- _PROMPT_
Tally the lines of the entries in which the string "strokeStyle" occurs, and say only how many.

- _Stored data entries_
>>

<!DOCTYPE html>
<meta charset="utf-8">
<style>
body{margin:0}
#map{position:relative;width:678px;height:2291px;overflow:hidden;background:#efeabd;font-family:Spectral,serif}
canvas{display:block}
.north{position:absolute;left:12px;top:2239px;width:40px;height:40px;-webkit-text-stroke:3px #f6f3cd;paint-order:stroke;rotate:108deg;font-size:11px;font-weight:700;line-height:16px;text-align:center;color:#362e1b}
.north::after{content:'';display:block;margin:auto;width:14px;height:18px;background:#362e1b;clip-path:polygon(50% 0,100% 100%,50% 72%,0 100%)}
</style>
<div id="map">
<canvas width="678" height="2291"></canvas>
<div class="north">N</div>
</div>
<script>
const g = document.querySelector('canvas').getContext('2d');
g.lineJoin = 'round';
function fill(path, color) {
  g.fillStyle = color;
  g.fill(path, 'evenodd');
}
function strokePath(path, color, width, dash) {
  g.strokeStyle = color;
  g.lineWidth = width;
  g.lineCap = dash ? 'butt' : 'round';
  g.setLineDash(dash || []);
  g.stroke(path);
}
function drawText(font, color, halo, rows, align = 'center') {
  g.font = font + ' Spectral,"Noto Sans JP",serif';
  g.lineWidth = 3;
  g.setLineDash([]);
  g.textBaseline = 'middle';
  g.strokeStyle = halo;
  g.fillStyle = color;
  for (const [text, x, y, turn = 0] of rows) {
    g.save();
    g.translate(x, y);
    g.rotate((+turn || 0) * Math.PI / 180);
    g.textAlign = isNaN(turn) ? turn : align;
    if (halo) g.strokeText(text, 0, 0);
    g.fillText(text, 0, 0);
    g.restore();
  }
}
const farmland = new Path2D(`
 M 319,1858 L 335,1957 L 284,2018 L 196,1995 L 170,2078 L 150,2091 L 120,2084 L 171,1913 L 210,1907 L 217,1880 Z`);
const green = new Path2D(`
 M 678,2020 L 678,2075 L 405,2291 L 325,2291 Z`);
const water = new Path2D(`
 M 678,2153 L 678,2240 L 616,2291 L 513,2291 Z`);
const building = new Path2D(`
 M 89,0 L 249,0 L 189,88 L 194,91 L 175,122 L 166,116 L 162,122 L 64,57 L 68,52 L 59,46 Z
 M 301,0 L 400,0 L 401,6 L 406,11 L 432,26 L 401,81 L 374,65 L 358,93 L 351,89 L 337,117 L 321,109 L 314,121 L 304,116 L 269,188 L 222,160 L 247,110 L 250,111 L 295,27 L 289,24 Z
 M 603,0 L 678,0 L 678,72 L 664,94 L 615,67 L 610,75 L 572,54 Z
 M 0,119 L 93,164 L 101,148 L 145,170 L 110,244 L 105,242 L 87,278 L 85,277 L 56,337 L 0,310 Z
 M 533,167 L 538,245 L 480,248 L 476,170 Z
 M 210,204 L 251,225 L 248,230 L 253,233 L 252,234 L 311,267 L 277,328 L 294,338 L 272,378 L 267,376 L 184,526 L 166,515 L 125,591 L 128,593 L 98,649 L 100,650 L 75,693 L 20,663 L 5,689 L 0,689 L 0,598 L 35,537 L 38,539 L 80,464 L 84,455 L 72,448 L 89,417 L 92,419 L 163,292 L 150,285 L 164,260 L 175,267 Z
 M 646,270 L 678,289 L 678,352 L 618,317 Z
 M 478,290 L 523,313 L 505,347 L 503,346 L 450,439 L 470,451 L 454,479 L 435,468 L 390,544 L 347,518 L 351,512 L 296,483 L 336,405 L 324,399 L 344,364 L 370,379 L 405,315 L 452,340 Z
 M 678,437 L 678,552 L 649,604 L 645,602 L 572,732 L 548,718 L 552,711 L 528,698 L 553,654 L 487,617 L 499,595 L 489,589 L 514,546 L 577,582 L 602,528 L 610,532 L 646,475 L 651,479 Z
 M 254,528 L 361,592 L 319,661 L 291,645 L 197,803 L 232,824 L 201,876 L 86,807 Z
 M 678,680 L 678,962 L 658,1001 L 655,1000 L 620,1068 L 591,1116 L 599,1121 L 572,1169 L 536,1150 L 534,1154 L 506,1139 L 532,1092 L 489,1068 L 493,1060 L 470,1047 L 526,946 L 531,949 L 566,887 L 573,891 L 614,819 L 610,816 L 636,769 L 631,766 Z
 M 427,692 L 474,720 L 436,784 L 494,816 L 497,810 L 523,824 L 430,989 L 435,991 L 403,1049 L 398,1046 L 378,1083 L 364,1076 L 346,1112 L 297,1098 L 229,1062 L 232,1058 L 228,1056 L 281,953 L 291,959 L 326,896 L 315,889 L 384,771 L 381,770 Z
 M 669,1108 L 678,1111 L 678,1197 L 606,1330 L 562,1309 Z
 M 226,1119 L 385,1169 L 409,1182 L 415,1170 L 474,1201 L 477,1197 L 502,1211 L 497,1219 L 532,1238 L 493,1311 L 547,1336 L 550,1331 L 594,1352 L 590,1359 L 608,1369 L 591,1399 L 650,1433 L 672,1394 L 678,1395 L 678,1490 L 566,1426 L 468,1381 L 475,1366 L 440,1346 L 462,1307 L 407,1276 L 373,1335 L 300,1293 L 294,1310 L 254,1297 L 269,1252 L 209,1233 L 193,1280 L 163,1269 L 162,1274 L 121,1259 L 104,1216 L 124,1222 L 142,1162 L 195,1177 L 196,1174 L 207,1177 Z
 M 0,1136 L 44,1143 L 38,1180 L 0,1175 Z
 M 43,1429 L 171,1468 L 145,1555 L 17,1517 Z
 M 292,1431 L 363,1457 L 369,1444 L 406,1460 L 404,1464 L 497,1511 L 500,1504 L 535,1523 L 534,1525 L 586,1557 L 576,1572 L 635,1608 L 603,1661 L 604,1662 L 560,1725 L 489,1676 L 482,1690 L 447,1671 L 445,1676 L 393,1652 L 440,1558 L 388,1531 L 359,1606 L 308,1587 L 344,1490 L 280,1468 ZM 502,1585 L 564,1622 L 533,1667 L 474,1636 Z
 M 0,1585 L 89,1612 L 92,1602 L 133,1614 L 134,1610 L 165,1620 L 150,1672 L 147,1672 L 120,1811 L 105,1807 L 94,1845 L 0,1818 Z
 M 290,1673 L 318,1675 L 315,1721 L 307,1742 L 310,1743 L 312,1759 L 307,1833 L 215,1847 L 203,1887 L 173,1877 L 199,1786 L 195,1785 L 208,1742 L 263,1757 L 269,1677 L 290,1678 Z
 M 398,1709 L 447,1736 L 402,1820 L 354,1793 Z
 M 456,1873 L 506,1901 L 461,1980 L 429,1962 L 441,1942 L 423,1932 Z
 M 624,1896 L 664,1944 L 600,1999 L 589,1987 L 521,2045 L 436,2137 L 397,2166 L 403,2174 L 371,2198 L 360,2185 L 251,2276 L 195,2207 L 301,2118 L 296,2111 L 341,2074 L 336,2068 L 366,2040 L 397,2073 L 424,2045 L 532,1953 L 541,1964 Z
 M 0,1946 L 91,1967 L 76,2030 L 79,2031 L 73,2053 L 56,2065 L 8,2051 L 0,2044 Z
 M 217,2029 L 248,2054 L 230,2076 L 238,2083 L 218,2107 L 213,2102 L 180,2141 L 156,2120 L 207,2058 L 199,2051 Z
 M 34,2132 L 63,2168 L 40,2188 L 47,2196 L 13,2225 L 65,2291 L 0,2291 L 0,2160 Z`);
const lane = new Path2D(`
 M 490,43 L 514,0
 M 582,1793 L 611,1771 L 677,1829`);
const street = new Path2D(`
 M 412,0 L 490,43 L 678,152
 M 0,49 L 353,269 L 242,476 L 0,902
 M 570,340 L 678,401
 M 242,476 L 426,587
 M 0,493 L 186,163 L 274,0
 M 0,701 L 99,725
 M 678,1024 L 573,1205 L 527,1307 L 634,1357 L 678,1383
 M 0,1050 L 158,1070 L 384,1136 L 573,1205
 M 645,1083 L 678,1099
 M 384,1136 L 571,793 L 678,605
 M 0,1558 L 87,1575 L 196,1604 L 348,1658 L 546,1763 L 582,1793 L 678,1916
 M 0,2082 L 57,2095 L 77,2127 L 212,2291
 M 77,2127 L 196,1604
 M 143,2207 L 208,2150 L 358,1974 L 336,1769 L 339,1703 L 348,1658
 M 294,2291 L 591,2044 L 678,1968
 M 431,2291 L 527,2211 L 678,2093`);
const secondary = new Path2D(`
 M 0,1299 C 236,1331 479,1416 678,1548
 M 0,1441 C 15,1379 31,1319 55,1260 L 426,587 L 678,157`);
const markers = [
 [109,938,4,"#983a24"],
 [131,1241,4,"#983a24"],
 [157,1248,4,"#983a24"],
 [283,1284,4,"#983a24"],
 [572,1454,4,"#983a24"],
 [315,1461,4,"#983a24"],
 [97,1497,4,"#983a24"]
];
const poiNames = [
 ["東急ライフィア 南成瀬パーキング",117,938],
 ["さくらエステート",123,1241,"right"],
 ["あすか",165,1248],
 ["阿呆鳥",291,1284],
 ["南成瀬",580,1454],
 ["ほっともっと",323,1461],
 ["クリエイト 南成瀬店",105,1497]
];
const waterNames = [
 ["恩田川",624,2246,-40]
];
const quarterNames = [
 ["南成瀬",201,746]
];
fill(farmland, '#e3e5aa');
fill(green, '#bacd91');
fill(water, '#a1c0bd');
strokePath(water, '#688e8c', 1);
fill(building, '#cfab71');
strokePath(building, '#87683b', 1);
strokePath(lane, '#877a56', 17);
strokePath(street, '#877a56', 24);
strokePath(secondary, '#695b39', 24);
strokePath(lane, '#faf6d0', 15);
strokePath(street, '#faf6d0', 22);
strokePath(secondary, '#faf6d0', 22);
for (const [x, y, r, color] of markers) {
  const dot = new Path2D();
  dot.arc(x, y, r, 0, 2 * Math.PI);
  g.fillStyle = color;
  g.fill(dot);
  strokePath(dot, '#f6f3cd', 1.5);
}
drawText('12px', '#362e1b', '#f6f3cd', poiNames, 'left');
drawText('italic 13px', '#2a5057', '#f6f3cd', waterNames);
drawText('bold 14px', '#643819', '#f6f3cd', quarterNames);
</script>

<<

- _REPLY_
2